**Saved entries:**

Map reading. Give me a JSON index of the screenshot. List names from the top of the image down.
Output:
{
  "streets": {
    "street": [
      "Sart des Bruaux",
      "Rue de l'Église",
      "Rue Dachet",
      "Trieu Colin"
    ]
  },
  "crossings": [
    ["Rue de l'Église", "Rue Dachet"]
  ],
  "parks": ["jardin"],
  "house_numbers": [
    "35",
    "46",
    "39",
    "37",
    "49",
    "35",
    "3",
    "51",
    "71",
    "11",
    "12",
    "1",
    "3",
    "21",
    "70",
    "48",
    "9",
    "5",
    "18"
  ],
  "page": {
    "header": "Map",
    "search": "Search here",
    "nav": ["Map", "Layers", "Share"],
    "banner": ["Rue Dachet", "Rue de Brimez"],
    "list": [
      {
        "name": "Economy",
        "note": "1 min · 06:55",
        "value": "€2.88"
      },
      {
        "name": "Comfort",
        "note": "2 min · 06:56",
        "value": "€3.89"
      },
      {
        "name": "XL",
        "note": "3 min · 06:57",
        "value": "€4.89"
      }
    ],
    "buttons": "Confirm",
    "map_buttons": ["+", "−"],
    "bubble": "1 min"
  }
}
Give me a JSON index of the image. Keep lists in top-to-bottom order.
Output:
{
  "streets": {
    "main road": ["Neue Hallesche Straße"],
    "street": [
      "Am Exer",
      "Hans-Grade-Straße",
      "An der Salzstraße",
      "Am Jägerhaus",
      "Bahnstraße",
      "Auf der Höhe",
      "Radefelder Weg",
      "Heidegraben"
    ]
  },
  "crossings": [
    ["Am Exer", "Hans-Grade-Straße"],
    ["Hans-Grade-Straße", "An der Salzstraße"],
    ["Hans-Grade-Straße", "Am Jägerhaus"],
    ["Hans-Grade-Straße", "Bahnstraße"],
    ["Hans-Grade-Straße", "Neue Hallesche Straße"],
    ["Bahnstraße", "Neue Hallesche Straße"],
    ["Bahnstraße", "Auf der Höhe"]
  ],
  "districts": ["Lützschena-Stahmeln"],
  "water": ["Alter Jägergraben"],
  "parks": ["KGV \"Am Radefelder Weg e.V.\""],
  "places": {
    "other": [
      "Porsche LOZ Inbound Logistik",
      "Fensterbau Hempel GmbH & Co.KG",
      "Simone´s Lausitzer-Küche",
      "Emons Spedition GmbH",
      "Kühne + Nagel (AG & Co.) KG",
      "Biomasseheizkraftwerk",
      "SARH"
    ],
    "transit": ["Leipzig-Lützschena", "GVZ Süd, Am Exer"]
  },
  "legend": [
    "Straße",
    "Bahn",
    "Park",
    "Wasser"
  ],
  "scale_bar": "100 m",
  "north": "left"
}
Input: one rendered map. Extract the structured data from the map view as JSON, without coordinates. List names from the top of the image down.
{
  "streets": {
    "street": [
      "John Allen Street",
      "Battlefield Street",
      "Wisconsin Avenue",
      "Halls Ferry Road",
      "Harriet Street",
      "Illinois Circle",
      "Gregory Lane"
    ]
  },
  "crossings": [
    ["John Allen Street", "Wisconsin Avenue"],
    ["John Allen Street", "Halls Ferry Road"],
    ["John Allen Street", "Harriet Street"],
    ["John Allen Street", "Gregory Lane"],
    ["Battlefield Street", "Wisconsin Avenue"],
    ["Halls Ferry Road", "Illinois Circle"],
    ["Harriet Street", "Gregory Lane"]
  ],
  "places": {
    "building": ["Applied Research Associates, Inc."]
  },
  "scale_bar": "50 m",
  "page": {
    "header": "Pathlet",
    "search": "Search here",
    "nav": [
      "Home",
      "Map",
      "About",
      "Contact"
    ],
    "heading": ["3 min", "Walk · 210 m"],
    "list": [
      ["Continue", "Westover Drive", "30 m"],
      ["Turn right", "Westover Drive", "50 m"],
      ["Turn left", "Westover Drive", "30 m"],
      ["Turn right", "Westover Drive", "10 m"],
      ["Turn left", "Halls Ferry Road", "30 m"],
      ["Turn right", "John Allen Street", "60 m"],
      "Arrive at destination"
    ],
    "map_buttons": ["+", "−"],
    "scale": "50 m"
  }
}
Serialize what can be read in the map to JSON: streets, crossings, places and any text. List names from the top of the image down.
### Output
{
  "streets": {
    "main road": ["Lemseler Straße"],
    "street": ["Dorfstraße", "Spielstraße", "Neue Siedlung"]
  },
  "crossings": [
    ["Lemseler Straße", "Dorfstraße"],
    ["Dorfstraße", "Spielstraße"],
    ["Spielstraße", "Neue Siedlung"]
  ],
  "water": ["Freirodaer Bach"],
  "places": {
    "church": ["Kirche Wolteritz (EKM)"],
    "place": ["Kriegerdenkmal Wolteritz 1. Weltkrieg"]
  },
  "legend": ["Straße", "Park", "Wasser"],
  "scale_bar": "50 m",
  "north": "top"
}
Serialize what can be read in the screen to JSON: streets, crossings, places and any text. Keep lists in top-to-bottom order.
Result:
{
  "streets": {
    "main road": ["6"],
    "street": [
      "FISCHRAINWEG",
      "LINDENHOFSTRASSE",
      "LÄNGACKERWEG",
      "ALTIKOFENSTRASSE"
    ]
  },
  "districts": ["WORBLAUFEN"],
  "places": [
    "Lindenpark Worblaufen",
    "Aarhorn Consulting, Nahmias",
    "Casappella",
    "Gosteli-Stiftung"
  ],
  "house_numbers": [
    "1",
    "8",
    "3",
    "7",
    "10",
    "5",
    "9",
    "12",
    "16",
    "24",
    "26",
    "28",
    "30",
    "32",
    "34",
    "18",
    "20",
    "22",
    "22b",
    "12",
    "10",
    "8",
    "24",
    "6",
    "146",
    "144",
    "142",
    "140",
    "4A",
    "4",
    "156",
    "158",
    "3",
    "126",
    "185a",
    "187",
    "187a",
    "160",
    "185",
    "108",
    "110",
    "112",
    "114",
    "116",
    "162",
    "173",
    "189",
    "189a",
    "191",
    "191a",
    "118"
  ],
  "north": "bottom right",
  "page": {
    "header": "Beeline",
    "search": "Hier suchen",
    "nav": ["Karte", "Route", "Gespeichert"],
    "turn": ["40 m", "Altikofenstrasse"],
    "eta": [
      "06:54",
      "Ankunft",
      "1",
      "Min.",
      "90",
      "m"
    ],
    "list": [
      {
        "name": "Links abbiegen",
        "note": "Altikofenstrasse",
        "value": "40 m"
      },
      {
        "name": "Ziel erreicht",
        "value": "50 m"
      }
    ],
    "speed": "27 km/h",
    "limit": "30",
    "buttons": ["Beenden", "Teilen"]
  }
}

**Exercise:**
Your answer should be the lines above that contain the word "Bahnstraße", copied out.

**Reply:**
      "Bahnstraße",
    ["Hans-Grade-Straße", "Bahnstraße"],
    ["Bahnstraße", "Neue Hallesche Straße"],
    ["Bahnstraße", "Auf der Höhe"]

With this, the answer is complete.